Choosing the Right Model

Different models have different strengths, costs, and deprecation timelines. Picking the right model for the job is a core prompt engineering skill.

March 30, 20264 min read5 / 5

Most people find one model they like and use it for everything. This is understandable — once you've gotten comfortable with how a model talks, switching feels like learning a new tool. But in professional contexts, model selection is a real engineering decision.

Models Are Different

All major LLMs are powerful. But they differ in:

FactorWhat it affects
SpeedHow long you wait for a response
CostHow much an API call costs (matters for apps running thousands of calls/day)
CapabilityComplex reasoning, code quality, creative writing
Context windowHow much conversation/code it can hold
Training cutoffHow current its knowledge is
StrengthsSome excel at code, others at analysis or creative writing

The Cost Consideration

When building AI applications, model cost scales directly with usage. A real example:

An AI fintech app was using Haiku (smaller, faster, cheaper) for classifying financial transactions. When Sonnet 4 was released, it was ~80% more expensive — and running thousands of classifications per day.

The question wasn't "which model is smarter?" It was "does Sonnet 4 classify transactions measurably better than Haiku for this specific task?" For a classification task where Haiku was already 99% accurate, the answer was no. Haiku stayed.

Choosing the most capable model by default isn't engineering — it's just spending more money.

Deprecation is Real

Models get deprecated. Haiku could be gone tomorrow. GPT-4 is already deprecated. This has a practical implication:

When you build an AI application, write it so you can swap the model without rewriting everything.

TypeScript
// Flexible: model name is a config, not hardcoded const MODEL = process.env.AI_MODEL ?? "claude-sonnet-4-6"; const response = await anthropic.messages.create({ model: MODEL, messages: [...] });

This way, when your model gets deprecated (and it will), you change one line and test with the new model.

Try Different Providers

The psychological pattern: once you find a model you like at age 18-24, you're a loyal customer for life. The same is true for AI tools — most people stick with their first comfortable model forever.

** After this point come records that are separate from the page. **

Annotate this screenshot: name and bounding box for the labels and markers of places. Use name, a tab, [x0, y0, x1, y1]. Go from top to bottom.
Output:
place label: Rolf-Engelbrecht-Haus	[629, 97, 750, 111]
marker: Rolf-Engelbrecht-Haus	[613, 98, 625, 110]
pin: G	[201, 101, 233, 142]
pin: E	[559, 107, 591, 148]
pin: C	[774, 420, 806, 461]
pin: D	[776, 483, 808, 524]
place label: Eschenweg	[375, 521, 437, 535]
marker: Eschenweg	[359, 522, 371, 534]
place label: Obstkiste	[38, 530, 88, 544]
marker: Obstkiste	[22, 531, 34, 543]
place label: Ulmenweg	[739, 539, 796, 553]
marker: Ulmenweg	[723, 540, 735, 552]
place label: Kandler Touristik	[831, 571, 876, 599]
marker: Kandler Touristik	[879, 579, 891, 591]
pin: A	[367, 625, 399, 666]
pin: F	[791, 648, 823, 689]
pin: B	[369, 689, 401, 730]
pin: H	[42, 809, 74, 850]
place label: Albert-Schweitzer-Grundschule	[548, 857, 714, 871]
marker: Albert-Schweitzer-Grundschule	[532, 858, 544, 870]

Push against this. Each provider and model has genuine strengths:

  • Claude (Anthropic): Strong at nuanced reasoning, following complex instructions, long context
  • GPT series (OpenAI): Widely used, strong code generation, great ecosystem
  • Gemini (Google): Strong multimodal capabilities, improving rapidly
  • Haiku / smaller models: Fast and cheap for high-volume, lower-complexity tasks

What's worth trying:

  • Use a different model for a week and see how it handles your specific tasks
  • When cost matters, benchmark smaller models against larger ones for your specific use case
  • For AI applications, A/B test model outputs before committing

Same Model, Different Behavior

The same model (e.g., Claude Sonnet 4.6) will behave differently in:

  • Claude.ai chat
  • GitHub Copilot
  • Cursor
  • Your own API call

Why? The system message. Each tool sets a different invisible system prompt that shapes how the model responds. This isn't a bug — it's by design.

It also means you can't directly compare "Claude in chat" vs. "Claude in Copilot" — you're comparing Claude with different system messages.

Which Model to Use for What

A rough guide for everyday decisions:

Plain text
Complex architecture decisions, detailed code review: → Use the most capable model available (Sonnet 4.6, GPT-5, etc.) Routine code generation, documentation: → Mid-tier (Claude Haiku, GPT-4o mini) High-volume classification, extraction, summaries: → Smallest model that meets your accuracy bar (often Haiku-class) Creative writing, brainstorming: → Try different models — creative quality varies noticeably

The Prompting Technique Connection

Your prompting technique should also change based on model size:

  • Smaller models respond better to simpler, very explicit prompts. Few-shot examples become more important to guide behavior.
  • Larger models can handle more ambiguity and implicit context. A well-structured zero-shot prompt often works.

Chain-of-thought prompting (coming up) shows dramatically better results on larger models than smaller ones. Keep this in mind when debugging unexpected outputs from a smaller/cheaper model.

Practical Checklist

When choosing a model for a new project:

  • What's the task? (reasoning, code, classification, creative)
  • How often will this run? (once vs. thousands/day)
  • What's the acceptable error rate?
  • What's my token budget per call?
  • Can I swap the model if this one gets deprecated?
  • Have I actually benchmarked this on real examples?

Don't commit to a model because it's the most popular or the one you used last time. Commit because you've tested it for your specific task.